A Newport-based engineering company has helped with the vital restoration of an historic Caribbean government building.

With its group head office in Gold Tops, Newport, Cintec International has undertaken vital restoration work on one of the world’s most prestigious government buildings, The Red House, also known as the seat of Parliament for the Republic of Trinidad and Tobago.

The project cost more than $1m in total and is a monumental moment in structural engineering history as one of the anchors inserted into the structure is believed to be the longest in the world, measuring a substantial 36.52m in length.

The original structure, built between 1844 and 1892, failed to reach its completion before it was severely damaged by a fire in March 1903, resulting in the start of the initial refurbishment in 1904. Both the Beaux-Arts style architecture and red paint are key characteristics of the striking building.

In 2007, following Cintec’s successful reinforcement of the Queens Royal College’s external walls, Cintec’s North American division were asked to advise Genivar, the main contractor, and CEP on The Red House’s required repairs.

Cintec, which has previously worked on buildings including the White House and the Egyptian Pyramids, began working on The Red House in 2017.

Cintec’s approved contractor, Celtest of Bangor, in North Wales, was awarded the contract to install the Cintec Reinforcement System, under the guidance of project manager Jason Chinery.

Cintec provided additional specialist training and long reinforcements bars to Celest to ensure there would be no long hole drilling issues during the restoration.

During trials, it was calculated that the positioning of the drill would be deliberately pointing upwards at 0.50 degrees. This would compensate for the force of gravity pulling down the core barrel, which was more than 38m/125 ft in length, and proved extremely effective.

Robert Lloyd-Rees, managing director of Cintec North America, said: “Accuracy is critical during a project such as this, misalignment by one degree would mean the drill exiting at the wrong point causing a great deal of damage to the structure.

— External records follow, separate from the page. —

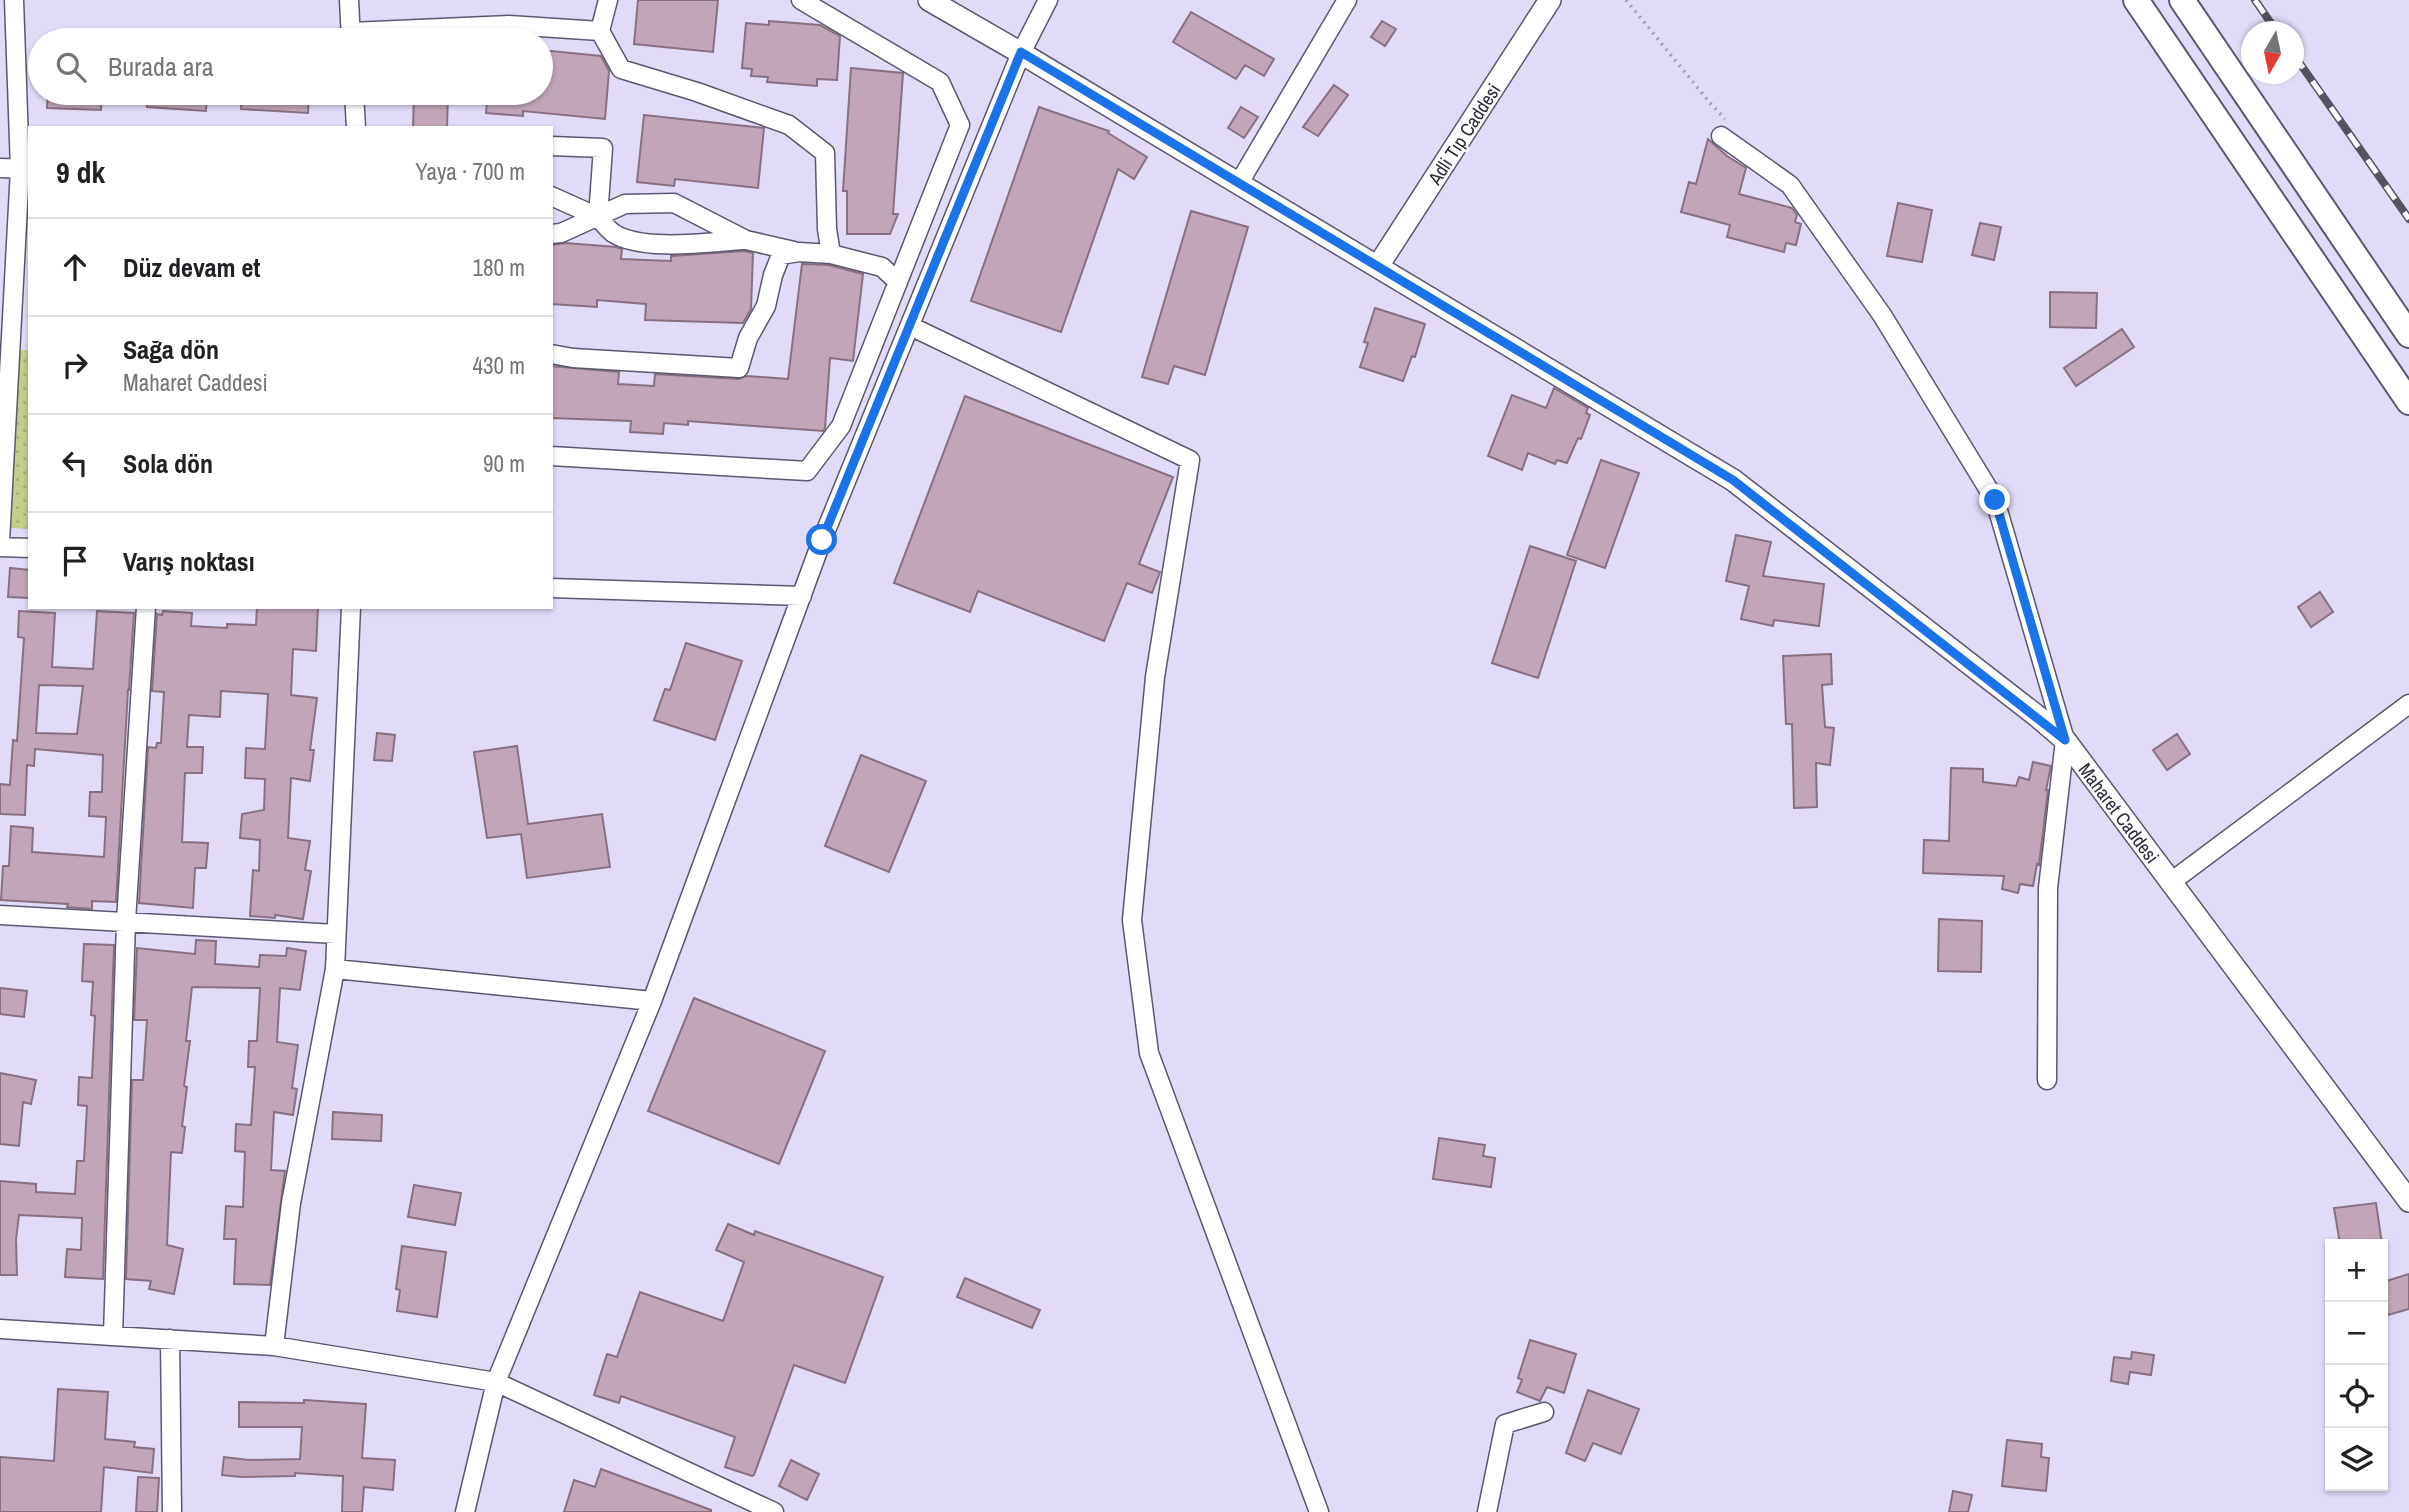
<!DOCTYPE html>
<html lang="tr">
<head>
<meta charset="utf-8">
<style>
	:root { --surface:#fff; --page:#f6f6f6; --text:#202124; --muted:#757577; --line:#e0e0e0 }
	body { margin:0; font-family:"Archivo Narrow",sans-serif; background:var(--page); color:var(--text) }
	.controls { position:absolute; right:21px; bottom:21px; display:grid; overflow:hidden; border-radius:0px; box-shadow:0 2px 5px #0004 }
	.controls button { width:63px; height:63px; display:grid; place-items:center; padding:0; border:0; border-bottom:2px solid var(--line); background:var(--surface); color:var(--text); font:35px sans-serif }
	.compass { position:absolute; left:2241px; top:21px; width:63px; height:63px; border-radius:50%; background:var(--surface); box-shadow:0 2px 5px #0004; rotate:189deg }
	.stop { position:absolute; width:21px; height:21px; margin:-16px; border:5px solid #1a73e8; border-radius:50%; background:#fff }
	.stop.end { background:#1a73e8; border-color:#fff; box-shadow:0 2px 7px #0008 }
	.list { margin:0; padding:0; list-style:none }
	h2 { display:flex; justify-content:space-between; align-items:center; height:91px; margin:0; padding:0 28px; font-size:30px }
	h2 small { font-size:23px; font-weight:400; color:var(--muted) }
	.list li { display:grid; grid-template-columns:46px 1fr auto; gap:21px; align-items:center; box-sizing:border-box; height:98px; padding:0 28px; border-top:2px solid var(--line) }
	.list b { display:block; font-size:26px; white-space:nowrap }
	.list p { margin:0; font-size:23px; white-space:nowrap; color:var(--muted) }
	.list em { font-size:23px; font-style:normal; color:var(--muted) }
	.icon { flex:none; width:38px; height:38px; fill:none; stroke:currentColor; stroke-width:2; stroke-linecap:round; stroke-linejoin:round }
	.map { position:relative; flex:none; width:2409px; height:1512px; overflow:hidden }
	.search { position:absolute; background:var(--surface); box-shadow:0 2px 5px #0004; left:28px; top:28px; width:525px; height:77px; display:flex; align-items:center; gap:18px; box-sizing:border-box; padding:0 24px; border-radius:38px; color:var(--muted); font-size:26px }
	.panel { position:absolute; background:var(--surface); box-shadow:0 2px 5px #0004; left:28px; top:126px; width:525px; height:483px; border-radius:0px }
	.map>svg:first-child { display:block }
</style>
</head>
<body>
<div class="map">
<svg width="2409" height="1512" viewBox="0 0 2409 1512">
	<defs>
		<pattern id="grass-dots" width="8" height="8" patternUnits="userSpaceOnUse" patternTransform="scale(1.75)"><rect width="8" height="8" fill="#c5cd8a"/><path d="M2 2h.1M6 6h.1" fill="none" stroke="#aab078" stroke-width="1.8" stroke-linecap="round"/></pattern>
	</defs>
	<rect width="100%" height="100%" fill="#e1dbf8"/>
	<path fill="url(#grass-dots)" d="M19 350H30V529L11 528Z"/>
	<path fill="#c0a6b8" stroke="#887081" stroke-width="2" fill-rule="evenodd" d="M638 0H718L713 52 634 44Z
		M1191 12 1274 59 1264 76 1245 65 1236 79 1173 42Z
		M769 21 820 25 840 36 837 80 817 79V86L767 82 768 77 751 76 752 69 742 68 746 23 769 25Z
		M1382 21 1396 29 1385 46 1371 37Z
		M541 50 601 56 609 71 605 119 523 111V116L486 113 488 93H541Z
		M851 68 903 73 893 214H898L890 234H847V191H843Z
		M1334 85 1348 95 1318 136 1303 127Z
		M48 93H102L101 110 47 108Z
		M147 93H207L206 111 147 107Z
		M242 93H309L308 113 241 109Z
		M414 93H448L447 128H413Z
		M1039 107 1109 131 1108 133 1147 157 1134 179 1118 169 1061 332 971 301Z
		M1241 107 1258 117 1244 138 1228 128Z
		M644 115 764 128 758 188 675 179 674 186 637 182Z
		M1708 139 1727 156 1746 168 1739 194 1792 208 1797 215 1795 222 1801 224 1796 245 1786 243 1784 252 1727 237 1730 225 1681 212 1689 182 1696 184Z
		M1898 203 1932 210 1922 262 1887 256Z
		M1191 211 1248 227 1205 375 1174 366 1168 384 1142 377Z
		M1980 223 2001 227 1994 260 1972 255Z
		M566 243 616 247 622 249 621 259 671 261V256L744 251 753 253 751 309 743 323 645 320 646 304 597 300V307L551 304V245Z
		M802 264 829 265 863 274 853 361 830 358 825 428 823 431 688 421V425L664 423 663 434 630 432 631 421 551 418V366L619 372 618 384 654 386 655 374 738 379 747 376 788 379Z
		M2050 292 2097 293 2096 328 2050 327Z
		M1375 308 1425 324 1415 357 1412 356 1403 381 1360 367 1368 343 1364 342Z
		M2122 329 2134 347 2076 386 2064 368Z
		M1554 388 1588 408 1586 413 1590 415 1581 439 1578 438 1567 463 1557 460 1555 464 1528 453 1522 470 1488 456 1512 395 1546 408Z
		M965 396 1173 477 1139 564 1160 572 1152 593 1127 583 1104 641 978 591 970 612 894 583Z
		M1601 460 1639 473 1605 568 1567 555Z
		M1736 535 1771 542 1763 576 1824 584 1819 626 1774 620 1773 626 1741 619 1749 586 1726 581Z
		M1530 546 1576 561 1538 678 1492 663Z
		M10 568 30 570V598L8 597Z
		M2320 592 2333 612 2311 627 2298 607Z
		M257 607H318L316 651 293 649 291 695 317 698 310 750H314L310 781 291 778 288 838 310 841 305 870 311 871 303 919 275 915V918L250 916 253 870 259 871 260 840 240 838 242 814 264 810 265 779 245 778 246 748 265 749 268 694 221 691 220 717 189 715 187 747H203L202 773H185L182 842 208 843 206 868H195L193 908 139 903 148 747 156 748 157 743H161L164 692 152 691 157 614 162 615 163 611 192 613 191 626 227 628V624L256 625Z
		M19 611 55 613 52 667 93 669 97 611 134 613 129 690H128L116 902 92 901V909L67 907 68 904 1 900 3 866H9L11 826 33 828 32 852 104 857 106 817 89 816 90 792H102L103 755 35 749 34 766 27 765 25 815 0 814V784L10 785 13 740 17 741 24 638 18 637ZM39 685 83 686 77 734 36 733Z
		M686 643 742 661 715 740 654 720 665 689 670 690Z
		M1831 654 1832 684 1822 685 1825 727 1834 728 1830 765 1816 763 1817 807 1794 808 1792 724H1786L1783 656Z
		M377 733 395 735 392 761 374 760Z
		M2177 734 2190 754 2167 770 2153 750Z
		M517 746 528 824 602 814 610 867 527 878 521 834 487 838 474 752Z
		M861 755 926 781 889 872 825 846Z
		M2033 762 2051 766 2046 790H2048L2039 865 2037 864 2033 886 2020 884 2018 893 2002 889 2004 876 1923 873 1924 840 1949 841 1951 768 1983 769V782L2016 786 2019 777 2029 780Z
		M1939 919 1982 921 1981 972 1938 971Z
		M196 940 216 941 215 964 259 967 260 955 286 956 287 948 306 951 300 990 280 988 277 1042 298 1045 292 1088 297 1089 293 1115 274 1112 271 1170 285 1171 270 1285 234 1284 236 1239H224L226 1206 243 1207 245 1152 235 1151 236 1124 251 1125 255 1067H248L249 1041H257L260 988 192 987 186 1041H190L184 1086 187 1087 182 1126 185 1127 182 1153 171 1152 167 1245 183 1249 174 1294 149 1289 151 1281 126 1279 132 1080H143L147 1020H134L137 948 195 954Z
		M84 944 114 945 103 1279 65 1277 67 1249 81 1250 82 1218 19 1215 16 1240 17 1275H0V1181L36 1184V1192L75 1194 77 1161H84L87 1106 78 1105 79 1077 92 1078 95 1016 91 1015 93 982 82 981Z
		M0 988 27 991 24 1017 0 1014Z
		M694 998 825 1051 779 1164 648 1111Z
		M0 1073 36 1080 31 1104 23 1102 19 1146 0 1144Z
		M333 1112 382 1115 381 1141 332 1139Z
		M1439 1138 1485 1145 1483 1156 1495 1158 1491 1187 1433 1179Z
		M414 1185 461 1193 455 1225 408 1217Z
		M2376 1203 2382 1244H2340L2334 1208Z
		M728 1224 754 1235 755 1231 883 1277 845 1383 794 1365 754 1475 752 1476 725 1467 735 1437 621 1396 619 1403 594 1395 607 1354 617 1357 640 1292 723 1321 744 1262 716 1250Z
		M402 1246 446 1252 437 1317 397 1311 400 1290 396 1289Z
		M2409 1274V1309L2388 1315 2383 1295V1282Z
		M965 1278 1040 1310 1032 1328 957 1297Z
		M1530 1340 1576 1354 1564 1393 1547 1387 1540 1401 1517 1392 1522 1380 1518 1378Z
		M2132 1352 2154 1355 2151 1375 2130 1372 2128 1384 2111 1381 2114 1357 2131 1359Z
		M58 1389 108 1392 105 1439 135 1442 134 1447 154 1449 152 1473 104 1467 101 1512H0V1457L54 1461Z
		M1588 1390 1639 1409 1621 1454 1593 1443 1585 1461 1566 1453Z
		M304 1400 366 1404 362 1458 395 1460 393 1490 364 1487 362 1512H342L343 1476 295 1473V1476L242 1477 222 1475 224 1457 249 1460 300 1459 302 1427H239V1402L304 1403Z
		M2007 1440 2042 1444 2041 1457 2049 1458 2046 1491 2002 1486Z
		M791 1460 819 1474 807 1500 779 1486Z
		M601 1469 711 1510V1512H564L574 1480 595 1487Z
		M138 1477 159 1478 157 1512H136Z
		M1953 1491 1972 1495 1968 1512H1949Z"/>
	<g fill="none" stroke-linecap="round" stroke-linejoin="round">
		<g stroke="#5c576f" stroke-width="21">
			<path id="minor" d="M349 0 351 40
				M600 31 608 0
				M351 32 509 25 600 31 621 69 697 92 789 125 825 153 827 229 831 254
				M354 93 356 128
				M1721 136 1790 185 1882 315 1995 500 2065 740 2048 888 2047 1080
				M551 146 603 148 598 217 551 196
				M0 168 30 169
				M1239 183 1347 0
				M598 217C602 222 608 229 613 233 642 252 710 242 743 240
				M551 234 561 233 625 204 674 203 746 240 794 251
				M910 326 1190 460 1155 677 1132 920 1149 1053 1319 1512
				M551 354 573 358 739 368 748 338 766 306 773 275 781 255 799 252 831 254 882 267 898 282
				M551 456 807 471 841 426 960 125 940 82 801 0
				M0 542 20 169 14 0
				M0 547 30 548
				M551 588 802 596
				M2171 882 2409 704
				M0 915 336 934
				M335 969 652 1001
				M0 1329 274 1346 496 1382 652 1001 822 540 1021 53 1048 0
				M113 1336 126 921 146 607
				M170 1339 172 1512
				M274 1346 291 1203 335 969 351 607
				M465 1512 496 1382 774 1512
				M1487 1512 1505 1424 1544 1412"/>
		</g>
		<g stroke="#5c576f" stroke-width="24">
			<path id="tertiary" d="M929 0 1021 53 1733 480 2037 716 2065 740 2409 1201
				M1378 266 1550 0"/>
		</g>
		<g stroke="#5c576f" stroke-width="28">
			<path id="secondary" d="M2136 0 2409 402
				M2182 0 2409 335"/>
		</g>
		<path stroke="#a19db3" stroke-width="3.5" stroke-dasharray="2 5" stroke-linecap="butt" d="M1626 0 1710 103 1725 119"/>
		<use href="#minor" stroke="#fff" stroke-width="18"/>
		<use href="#tertiary" stroke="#fff" stroke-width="21"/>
		<use href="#secondary" stroke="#fff" stroke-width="24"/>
		<g stroke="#555261" stroke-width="8">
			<path id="rail" d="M2255 0 2277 32
				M2294 55 2409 219"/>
		</g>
		<use href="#rail" stroke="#fff" stroke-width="5" stroke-dasharray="16" stroke-linecap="butt"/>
	</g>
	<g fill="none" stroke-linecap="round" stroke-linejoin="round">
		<path stroke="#1a73e8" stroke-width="9" d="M822 540 1021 52 1733 480 2065 740 1995 500"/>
	</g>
	<g text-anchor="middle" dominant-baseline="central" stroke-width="5" stroke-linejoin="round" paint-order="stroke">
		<g font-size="19" fill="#2d2b36" stroke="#fff">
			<text transform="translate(1464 134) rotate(-57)">Adli Tıp Caddesi</text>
			<text transform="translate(2119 813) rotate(53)">Maharet Caddesi</text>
		</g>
	</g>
</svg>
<div class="controls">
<button>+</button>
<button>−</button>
<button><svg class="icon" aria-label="locate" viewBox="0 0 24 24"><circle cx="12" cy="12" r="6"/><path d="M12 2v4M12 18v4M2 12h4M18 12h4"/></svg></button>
<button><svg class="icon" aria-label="layers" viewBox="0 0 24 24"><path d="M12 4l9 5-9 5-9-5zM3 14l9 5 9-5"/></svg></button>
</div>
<svg class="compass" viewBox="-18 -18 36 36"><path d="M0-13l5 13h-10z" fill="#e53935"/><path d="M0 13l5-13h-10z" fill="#757577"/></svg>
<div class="stop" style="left:822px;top:540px"></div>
<div class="stop end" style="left:1995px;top:500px"></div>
<div class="search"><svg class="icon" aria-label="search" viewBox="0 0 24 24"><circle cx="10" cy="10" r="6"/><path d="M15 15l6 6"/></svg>Burada ara</div>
<section class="panel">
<h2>9 dk<small>Yaya · 700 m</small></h2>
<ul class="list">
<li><svg class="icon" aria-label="ahead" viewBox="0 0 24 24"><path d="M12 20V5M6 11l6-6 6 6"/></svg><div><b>Düz devam et</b></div><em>180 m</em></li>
<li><svg class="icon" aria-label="right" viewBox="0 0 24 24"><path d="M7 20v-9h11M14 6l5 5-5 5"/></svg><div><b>Sağa dön</b><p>Maharet Caddesi</p></div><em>430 m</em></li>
<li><svg class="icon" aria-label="left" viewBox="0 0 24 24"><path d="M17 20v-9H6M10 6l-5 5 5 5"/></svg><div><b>Sola dön</b></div><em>90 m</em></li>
<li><svg class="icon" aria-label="arrive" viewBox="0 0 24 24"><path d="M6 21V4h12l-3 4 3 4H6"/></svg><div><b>Varış noktası</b></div></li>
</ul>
</section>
</div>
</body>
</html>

We spent a great deal of time and used all of our own unique techniques to ensure that the project would be completely successful in restoring such an historic structure to its former glory.”

Peter James, Cintec group chairman, said: “This exciting project, with all of its technical difficulties, illustrates how our anchoring system can be adapted to solve the most complicated structural repairs in order to help restore yet another world famous landmark.”